In Example 14, a computer program product comprising instructions to cause the one or more processors to carry out the steps of the method of Examples 1-12.
In Example 15, a computer-readable medium having stored thereon the computer program product of Example 14.
In Example 16, an ablation system includes a radiofrequency (RF) generator configured to generate RF energy; an ablation catheter in communication with the RF generator and including a plurality of ablation electrodes; a camera positioned on the ablation catheter and arranged to take an image that includes at least some of the plurality of ablation electrodes; and one or more processors configured to recommend a subset of the plurality of ablation electrodes to be activate ablation electrodes based, at least in part, on the image.
In Example 17, the ablation system of Example 16, wherein the recommendation is based, at least in part, on comparing contrast of pixels in the image around the ablation electrodes.
In Example 18 the ablation system of any of Examples 16 and 17, wherein the one or more processors is configured to determine which of the ablation electrodes are selectable based, at least in part, on the comparison of pixels in the image.
In Example 19, the ablation system of any of Examples 16-18, wherein the recommendation is also based, at least in part, on impedance measurements taken by the plurality of ablation electrodes.
In Example 20, the ablation system of any of Examples 16-19, wherein the recommended ablation electrodes are ablation electrodes associated with an impedance measurement within a predetermined range of impedance values.
In Example 21, the ablation system of any of Examples 16-20, wherein only some of the plurality of ablation electrodes are selectable, wherein the one or more processors is configured to assign each of the selected ablation electrodes to be either a sink or a source.
In Example 22, the ablation system of any of Examples 16-21, wherein the recommendation is based, at least in part, on limiting estimated power received by sink electrodes below a predetermined threshold.
In Example 23, the ablation system of any of Examples 16-22, wherein the recommended ablation electrodes form a closed circuit.
In Example 24, the ablation system of any of Examples 16-23, wherein the recommendation is based, at least in part, on images of the ablation electrodes taken over multiple cardiac cycles.
In Example 25, the ablation system of any of Examples 16-24, wherein the ablation catheter includes an expandable member carrying the plurality of ablation electrodes, wherein the camera is positioned within the expandable member.

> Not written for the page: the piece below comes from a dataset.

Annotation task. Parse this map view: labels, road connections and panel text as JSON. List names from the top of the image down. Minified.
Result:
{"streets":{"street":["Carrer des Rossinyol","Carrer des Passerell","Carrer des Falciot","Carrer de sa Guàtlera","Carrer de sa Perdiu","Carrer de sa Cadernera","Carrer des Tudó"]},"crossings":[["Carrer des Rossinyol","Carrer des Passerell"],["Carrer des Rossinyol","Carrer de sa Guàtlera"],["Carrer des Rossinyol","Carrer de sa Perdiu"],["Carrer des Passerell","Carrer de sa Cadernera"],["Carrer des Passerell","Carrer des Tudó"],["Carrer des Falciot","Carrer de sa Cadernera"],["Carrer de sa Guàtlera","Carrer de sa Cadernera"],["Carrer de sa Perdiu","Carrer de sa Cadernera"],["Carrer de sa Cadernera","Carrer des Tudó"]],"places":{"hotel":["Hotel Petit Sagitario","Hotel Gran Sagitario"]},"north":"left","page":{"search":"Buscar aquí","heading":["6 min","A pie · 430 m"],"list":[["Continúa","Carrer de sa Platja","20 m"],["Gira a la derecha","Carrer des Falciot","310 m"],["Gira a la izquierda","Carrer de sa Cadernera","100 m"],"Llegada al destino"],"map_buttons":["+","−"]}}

In Example 26, a computing device for generating and using a graphical user interface (GUI) is disclosed. The computing device includes one or more integrated circuits configured to generate a graphical representation of a plurality of electrodes of an ablation catheter for displaying via the GUI and to automatically highlight a subset of the plurality of electrodes on the GUI as active electrodes based, at least in part, on impedance values associated with each of the plurality of electrodes.
In Example 27, the computing device of Example 26, wherein automatically highlighting is further based, at least in part, on analysis of images including the electrodes of the ablation catheter.
In Example 28, the computing device of Example 27, wherein the analysis includes comparing contrast of pixels in the images around the electrodes.
In Example 29, the computing device of any of Examples 27 and 28, wherein the analysis includes recognizing each of the electrodes in the images.
In Example 30, the computing device of any of Examples 27-29, wherein the analysis is carried out, at least partially, by a trained neural network.
In Example 31, the computing device of any of Examples 26-30, wherein the one or more integrated circuits is further configured to automatically designate each of the highlighted subset of the plurality of electrodes to be either a source electrode or a sink electrode.
In Example 32, the computing device of Example 31, wherein the one or more integrated circuits is further configured to automatically assign each of the source electrodes an amount of energy.
In Example 33, the computing device of any of Examples 31 and 32, wherein the assigned amount of energy is based, at least in part, on an estimated power calculated for each of the designated sink electrodes.
In Example 34, the computing device of Example 33, wherein the assigned amount of energy is based, at least in part, on balancing the calculated estimated power among the designated sink electrodes.
In Example 35, the computing device of any of Examples 26-34, wherein the automatically highlighting is further based, at least in part, determining which of the electrodes of the ablation catheter are selectable.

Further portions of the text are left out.